Copy out every line of the records where the string "roads" occurs.

━━━━━━━━

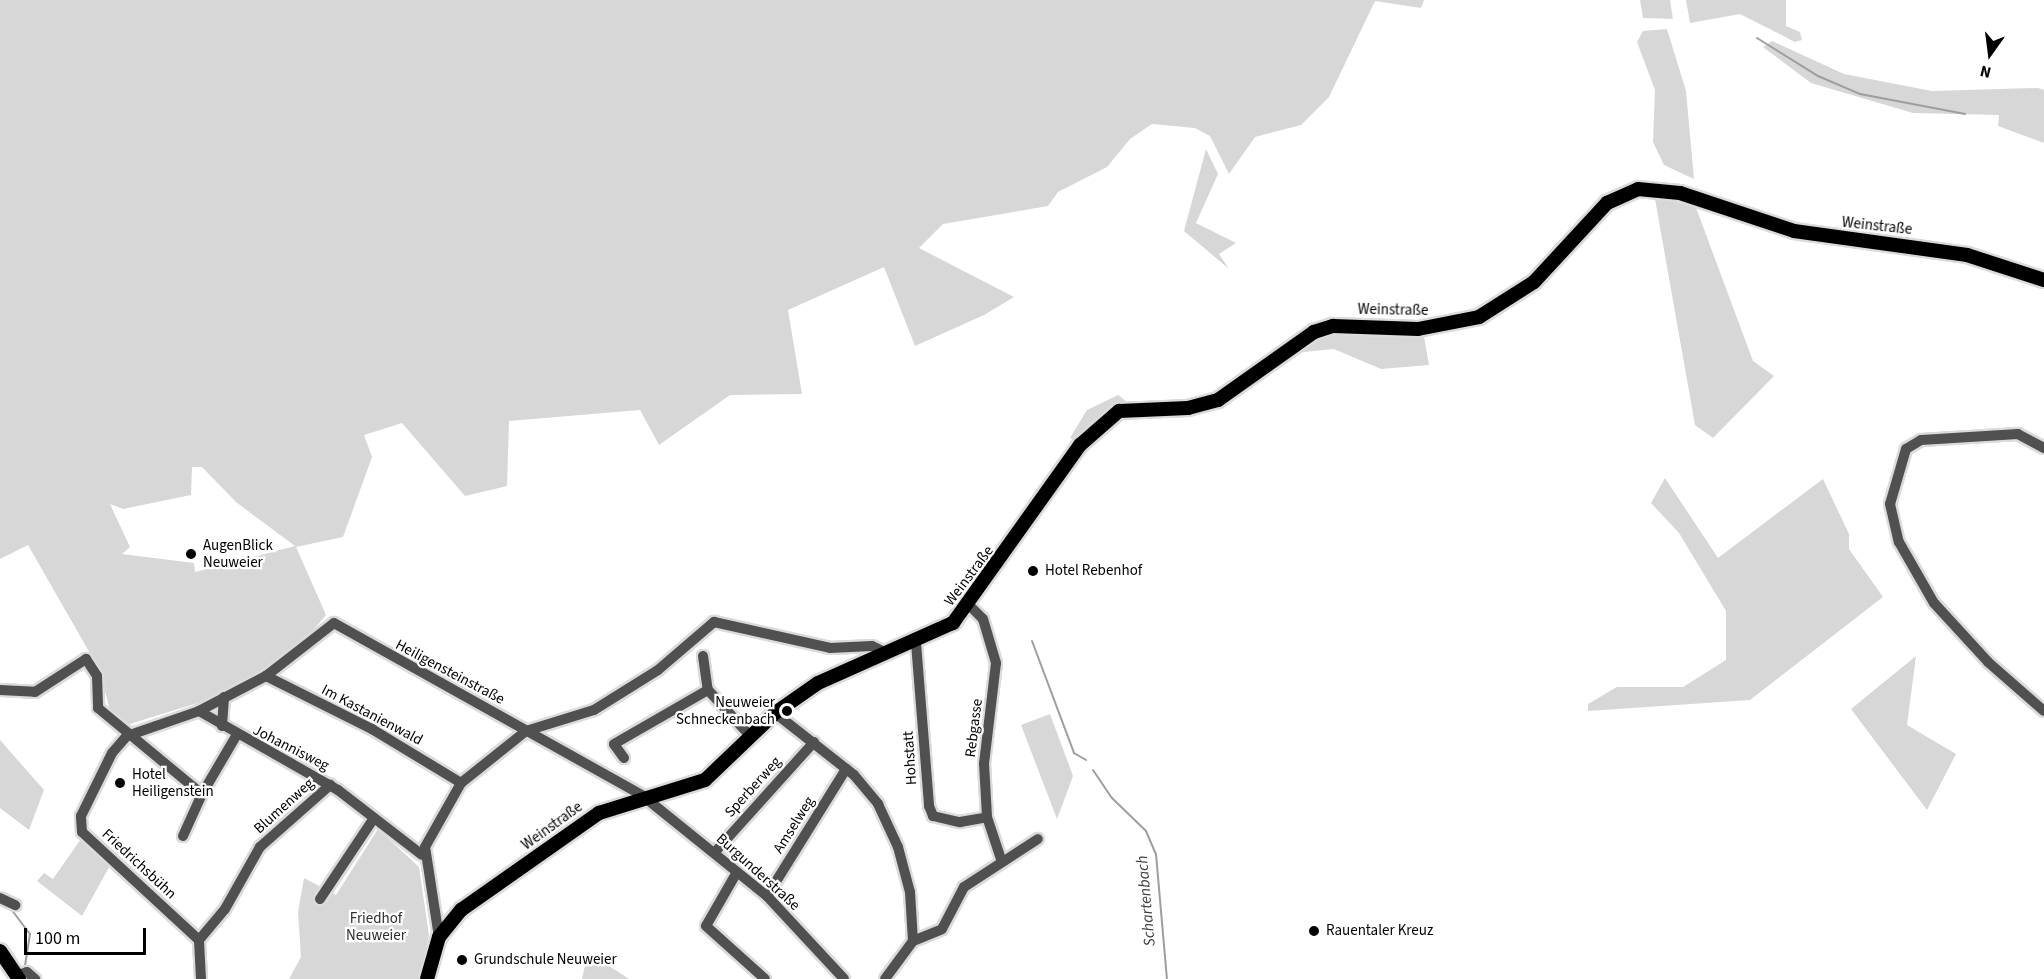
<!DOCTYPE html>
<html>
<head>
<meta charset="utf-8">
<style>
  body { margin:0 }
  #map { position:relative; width:2044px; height:979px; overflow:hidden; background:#fff; font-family:"Source Sans 3",sans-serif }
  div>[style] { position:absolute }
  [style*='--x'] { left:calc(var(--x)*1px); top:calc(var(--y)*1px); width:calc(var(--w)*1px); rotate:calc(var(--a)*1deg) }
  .green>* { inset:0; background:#d7d7d7 }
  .stream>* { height:2px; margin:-1px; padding:0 1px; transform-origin:1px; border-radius:1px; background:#9e9e9e }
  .roads { filter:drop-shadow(2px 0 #dbdbdb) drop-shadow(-2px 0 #dbdbdb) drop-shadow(0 2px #dbdbdb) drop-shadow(0 -2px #dbdbdb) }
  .minor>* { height:10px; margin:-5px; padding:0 5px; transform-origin:5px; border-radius:5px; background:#505050 }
  .major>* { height:14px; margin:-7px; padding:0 7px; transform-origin:7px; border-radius:7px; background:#000 }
  .dots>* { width:16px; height:16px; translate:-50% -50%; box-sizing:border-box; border:3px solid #fff; border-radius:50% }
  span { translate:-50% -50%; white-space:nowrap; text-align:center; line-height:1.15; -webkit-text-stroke:4.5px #fff; paint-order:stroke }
  .street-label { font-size:15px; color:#000 }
  .poi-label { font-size:15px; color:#000 }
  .left { translate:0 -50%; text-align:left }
  .right { translate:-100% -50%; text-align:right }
  .park-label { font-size:15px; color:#2e2e2e }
  .water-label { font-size:16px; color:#3f3f3f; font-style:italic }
  .north { position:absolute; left:1960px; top:24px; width:60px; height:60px; -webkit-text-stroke:4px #fff; paint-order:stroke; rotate:194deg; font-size:16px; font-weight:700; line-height:24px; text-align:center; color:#000 }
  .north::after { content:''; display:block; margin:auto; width:21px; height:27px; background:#000; clip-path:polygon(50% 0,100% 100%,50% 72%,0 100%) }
  .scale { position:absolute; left:24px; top:928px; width:122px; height:27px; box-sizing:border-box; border:3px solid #000; border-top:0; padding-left:8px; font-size:18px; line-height:21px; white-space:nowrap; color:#000; -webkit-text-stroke:4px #fff; paint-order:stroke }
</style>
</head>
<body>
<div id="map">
  <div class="green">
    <div style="clip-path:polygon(evenodd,0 0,1424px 0,1421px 8px,1375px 1px,1329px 97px,1301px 125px,1255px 137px,1229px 174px,1210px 136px,1195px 128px,1152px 124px,1130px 139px,1107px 167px,1058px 192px,1048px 206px,943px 224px,919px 248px,1014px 297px,984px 315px,915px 346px,884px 267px,788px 310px,802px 394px,730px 395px,659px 445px,640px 410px,509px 421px,507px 486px,465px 496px,402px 423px,364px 435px,372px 457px,343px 537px,296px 547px,326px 615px,310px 634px,259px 674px,201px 702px,123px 726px,110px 710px,99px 669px,28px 545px,0 559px,0 0,192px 467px,202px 467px,236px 502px,295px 546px,195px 572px,194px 563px,122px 554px,130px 547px,110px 504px,123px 509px,191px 495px,192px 467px)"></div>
    <div style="clip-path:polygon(1640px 0,1670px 0,1673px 19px,1643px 18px)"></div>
    <div style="clip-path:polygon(1686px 0,1786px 0,1786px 26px,1800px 32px,1802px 40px,1795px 42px,1740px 14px,1690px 23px)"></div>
    <div style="clip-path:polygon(1667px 29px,1686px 91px,1694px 179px,1664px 165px,1653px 142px,1655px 90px,1637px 42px,1643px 31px)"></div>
    <div style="clip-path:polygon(1772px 41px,1844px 74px,1932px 91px,2038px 88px,2044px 90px,2044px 143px,1998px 126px,1999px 115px,1913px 113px,1811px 83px,1763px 47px)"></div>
    <div style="clip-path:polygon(1206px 149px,1218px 174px,1196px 223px,1236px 243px,1219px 254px,1229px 269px,1184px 231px)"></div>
    <div style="clip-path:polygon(1655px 199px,1695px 205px,1753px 361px,1774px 376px,1713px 438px,1695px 425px)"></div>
    <div style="clip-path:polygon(1423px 331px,1429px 365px,1381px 369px,1334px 349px,1293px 353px,1329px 334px)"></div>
    <div style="clip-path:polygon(1118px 395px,1127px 402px,1117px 404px,1077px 441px,1070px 438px,1087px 410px)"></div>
    <div style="clip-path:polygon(1665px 478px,1718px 558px,1823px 479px,1849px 534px,1849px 549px,1883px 597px,1750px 700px,1588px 711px,1588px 704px,1617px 687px,1683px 687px,1726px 660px,1726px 611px,1679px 533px,1651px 503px)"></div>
    <div style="clip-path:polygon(1916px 656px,1907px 725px,1956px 754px,1927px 810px,1851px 709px)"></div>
    <div style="clip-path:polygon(1050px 714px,1073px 776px,1057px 819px,1021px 725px)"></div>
    <div style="clip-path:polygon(0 740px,44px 790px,29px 830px,0 808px)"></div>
    <div style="clip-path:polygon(378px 829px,419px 867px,429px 935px,420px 979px,289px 979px,301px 957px,298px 912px,304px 878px,336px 895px)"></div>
    <div style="clip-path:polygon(83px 836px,112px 862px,82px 916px,37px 881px,44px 873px,53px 879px)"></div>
    <div style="clip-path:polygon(588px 952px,629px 979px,582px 979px)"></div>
  </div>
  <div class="stream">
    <div style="--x:1757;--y:38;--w:72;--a:31.9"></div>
    <div style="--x:1818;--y:76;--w:46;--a:23.2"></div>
    <div style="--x:1860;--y:94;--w:107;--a:10.8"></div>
    <div style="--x:1032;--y:641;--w:120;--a:69.4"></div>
    <div style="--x:1074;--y:753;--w:14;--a:30"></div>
    <div style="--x:1093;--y:770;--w:34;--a:56"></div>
    <div style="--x:1112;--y:798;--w:47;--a:44.1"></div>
    <div style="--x:1146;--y:831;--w:25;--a:67"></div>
    <div style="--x:1156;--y:854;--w:125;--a:85"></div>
    <div style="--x:11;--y:909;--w:31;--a:53"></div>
    <div style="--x:30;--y:934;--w:36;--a:99"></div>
  </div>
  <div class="roads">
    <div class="minor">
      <div style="--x:2044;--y:448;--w:30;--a:-152"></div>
      <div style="--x:2018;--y:434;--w:97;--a:176.5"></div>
      <div style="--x:1921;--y:440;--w:17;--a:149"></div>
      <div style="--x:1906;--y:449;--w:57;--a:106.2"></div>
      <div style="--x:1890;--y:504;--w:39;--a:77"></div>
      <div style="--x:1899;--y:542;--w:70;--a:60.2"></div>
      <div style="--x:1934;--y:603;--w:80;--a:47.5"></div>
      <div style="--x:1988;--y:662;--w:74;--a:41.2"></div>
      <div style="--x:970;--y:606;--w:18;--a:45"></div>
      <div style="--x:983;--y:619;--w:46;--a:73.5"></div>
      <div style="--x:996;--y:663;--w:101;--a:96.8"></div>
      <div style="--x:984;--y:763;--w:54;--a:86.8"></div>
      <div style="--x:987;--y:817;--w:44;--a:71.6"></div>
      <div style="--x:916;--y:643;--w:164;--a:85.4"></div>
      <div style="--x:929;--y:806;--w:11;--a:68"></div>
      <div style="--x:933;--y:816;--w:28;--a:13"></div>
      <div style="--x:960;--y:822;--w:27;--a:-10"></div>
      <div style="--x:703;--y:656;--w:34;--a:82"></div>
      <div style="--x:708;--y:690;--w:64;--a:47.5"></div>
      <div style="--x:266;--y:676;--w:119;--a:26.6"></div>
      <div style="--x:372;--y:729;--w:104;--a:31.2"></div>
      <div style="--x:0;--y:690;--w:35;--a:3"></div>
      <div style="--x:35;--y:692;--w:61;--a:-32.9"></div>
      <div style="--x:86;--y:659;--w:20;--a:57"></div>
      <div style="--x:97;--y:676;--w:32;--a:88"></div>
      <div style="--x:98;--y:708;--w:135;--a:39.6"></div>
      <div style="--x:202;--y:794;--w:67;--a:-59.6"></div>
      <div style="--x:199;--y:711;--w:160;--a:29.6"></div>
      <div style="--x:338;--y:790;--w:106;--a:37.7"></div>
      <div style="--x:775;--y:713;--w:100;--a:38.1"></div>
      <div style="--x:854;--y:775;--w:38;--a:50"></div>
      <div style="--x:878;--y:804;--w:47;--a:65.1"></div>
      <div style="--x:898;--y:847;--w:47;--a:75.1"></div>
      <div style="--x:910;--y:892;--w:49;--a:86.5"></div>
      <div style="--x:913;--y:941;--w:47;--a:126.4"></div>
      <div style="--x:222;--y:726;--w:29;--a:-86"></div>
      <div style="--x:624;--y:758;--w:17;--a:-126"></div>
      <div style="--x:614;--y:744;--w:108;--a:-29.9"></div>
      <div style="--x:183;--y:836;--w:46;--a:-65.7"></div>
      <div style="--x:715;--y:852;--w:148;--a:-48"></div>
      <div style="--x:737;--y:872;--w:62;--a:119.9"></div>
      <div style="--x:706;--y:926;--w:79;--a:41.9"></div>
      <div style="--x:767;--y:896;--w:150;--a:-58.1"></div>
      <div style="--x:0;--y:898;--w:17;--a:25"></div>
      <div style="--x:320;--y:899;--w:97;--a:-56.3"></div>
      <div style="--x:439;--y:937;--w:91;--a:-98.8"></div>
      <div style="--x:425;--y:847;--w:73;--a:-60.6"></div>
      <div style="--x:461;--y:783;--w:83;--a:-38.7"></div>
      <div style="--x:526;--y:731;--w:71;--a:-17.2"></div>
      <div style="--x:594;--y:710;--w:75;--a:-32"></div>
      <div style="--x:658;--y:670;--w:74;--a:-40.6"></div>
      <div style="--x:714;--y:622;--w:119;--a:12.6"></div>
      <div style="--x:830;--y:648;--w:42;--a:-2.7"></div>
      <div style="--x:872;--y:646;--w:17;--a:25"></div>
      <div style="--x:199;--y:940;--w:159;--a:-137.3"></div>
      <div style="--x:82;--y:832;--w:16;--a:-94"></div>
      <div style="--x:81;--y:816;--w:70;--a:-63.8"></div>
      <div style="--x:112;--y:753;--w:23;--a:-49"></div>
      <div style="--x:127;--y:736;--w:76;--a:-19.1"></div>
      <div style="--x:199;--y:711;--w:76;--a:-27.6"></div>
      <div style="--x:266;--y:676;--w:86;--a:-37.9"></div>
      <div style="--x:334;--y:623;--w:354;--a:29.2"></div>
      <div style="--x:643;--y:796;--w:159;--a:38.9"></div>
      <div style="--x:767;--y:896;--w:113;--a:47.1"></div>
      <div style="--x:913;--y:941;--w:31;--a:-22"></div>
      <div style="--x:942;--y:929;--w:47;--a:-62.4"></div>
      <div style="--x:964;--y:887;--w:88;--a:-33"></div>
      <div style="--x:18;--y:975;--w:9;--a:-18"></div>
      <div style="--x:27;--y:972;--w:11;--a:41"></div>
      <div style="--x:201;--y:979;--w:39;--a:-93"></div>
      <div style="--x:199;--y:940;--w:40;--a:-50"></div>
      <div style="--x:225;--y:909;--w:71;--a:-60.6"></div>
      <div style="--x:260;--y:847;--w:94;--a:-41.5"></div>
    </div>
    <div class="major">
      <div style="--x:0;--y:951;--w:34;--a:56"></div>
      <div style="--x:427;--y:979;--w:44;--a:-74.1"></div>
      <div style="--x:439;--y:937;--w:35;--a:-51"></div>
      <div style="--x:461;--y:910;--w:169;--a:-35.1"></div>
      <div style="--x:599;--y:813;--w:111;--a:-17.3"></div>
      <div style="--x:705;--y:780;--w:97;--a:-43.7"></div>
      <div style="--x:775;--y:713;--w:52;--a:-34.9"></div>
      <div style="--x:818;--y:683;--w:148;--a:-24"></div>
      <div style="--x:953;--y:623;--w:219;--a:-54.5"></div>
      <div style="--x:1080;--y:445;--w:52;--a:-41.1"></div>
      <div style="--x:1119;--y:411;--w:69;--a:-2.5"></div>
      <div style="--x:1188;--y:408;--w:31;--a:-15"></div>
      <div style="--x:1218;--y:400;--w:118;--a:-35.3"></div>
      <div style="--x:1314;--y:332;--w:20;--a:-18"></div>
      <div style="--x:1333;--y:326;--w:85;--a:2"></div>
      <div style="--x:1418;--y:329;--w:62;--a:-11.1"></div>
      <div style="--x:1479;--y:317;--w:65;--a:-32.5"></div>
      <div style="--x:1534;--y:282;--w:108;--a:-47.3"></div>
      <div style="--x:1607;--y:203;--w:34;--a:-24"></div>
      <div style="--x:1638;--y:189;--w:42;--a:5.4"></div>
      <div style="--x:1680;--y:193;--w:120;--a:18.4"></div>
      <div style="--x:1794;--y:231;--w:175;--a:7.9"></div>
      <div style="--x:1967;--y:255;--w:81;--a:18"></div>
    </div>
  </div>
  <div class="dots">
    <div style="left:191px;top:554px;background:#000"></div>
    <div style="left:1033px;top:571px;background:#000"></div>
    <div style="left:787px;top:711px;background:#000"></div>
    <div style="left:120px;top:783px;background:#000"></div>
    <div style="left:1314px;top:931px;background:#000"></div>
    <div style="left:462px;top:960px;background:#000"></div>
  </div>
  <div class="street-label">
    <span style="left:1877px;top:226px;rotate:6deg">Weinstraße</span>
    <span style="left:1393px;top:310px;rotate:1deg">Weinstraße</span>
    <span style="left:969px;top:576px;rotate:-53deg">Weinstraße</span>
    <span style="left:450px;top:672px;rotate:28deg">Heiligensteinstraße</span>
    <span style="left:372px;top:715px;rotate:28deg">Im Kastanienwald</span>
    <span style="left:974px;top:728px;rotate:-83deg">Rebgasse</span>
    <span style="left:291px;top:748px;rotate:27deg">Johannisweg</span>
    <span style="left:910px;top:758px;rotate:-94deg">Hohstatt</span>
    <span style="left:753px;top:787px;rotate:-48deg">Sperberweg</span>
    <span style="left:284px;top:806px;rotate:-42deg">Blumenweg</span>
    <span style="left:794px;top:825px;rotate:-58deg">Amselweg</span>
    <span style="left:552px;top:826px;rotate:-36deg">Weinstraße</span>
    <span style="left:139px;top:864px;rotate:43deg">Friedrichsbühn</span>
    <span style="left:758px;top:872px;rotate:42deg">Burgunderstraße</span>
  </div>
  <div class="poi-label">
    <span class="left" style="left:203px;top:554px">AugenBlick<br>Neuweier</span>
    <span class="left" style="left:1045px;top:571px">Hotel Rebenhof</span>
    <span class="right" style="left:775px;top:711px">Neuweier<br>Schneckenbach</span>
    <span class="left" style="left:132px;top:783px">Hotel<br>Heiligenstein</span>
    <span class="left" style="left:1326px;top:931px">Rauentaler Kreuz</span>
    <span class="left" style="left:474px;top:960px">Grundschule Neuweier</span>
  </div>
  <div class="park-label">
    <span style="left:376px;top:927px">Friedhof<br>Neuweier</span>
  </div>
  <div class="water-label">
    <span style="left:1146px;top:901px;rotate:-95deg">Schartenbach</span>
  </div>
  <div class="north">N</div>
  <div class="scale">100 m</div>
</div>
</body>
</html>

━━━━━━━━

• Answer for this exercise
  .roads { filter:drop-shadow(2px 0 #dbdbdb) drop-shadow(-2px 0 #dbdbdb) drop-shadow(0 2px #dbdbdb) drop-shadow(0 -2px #dbdbdb) }
  <div class="roads">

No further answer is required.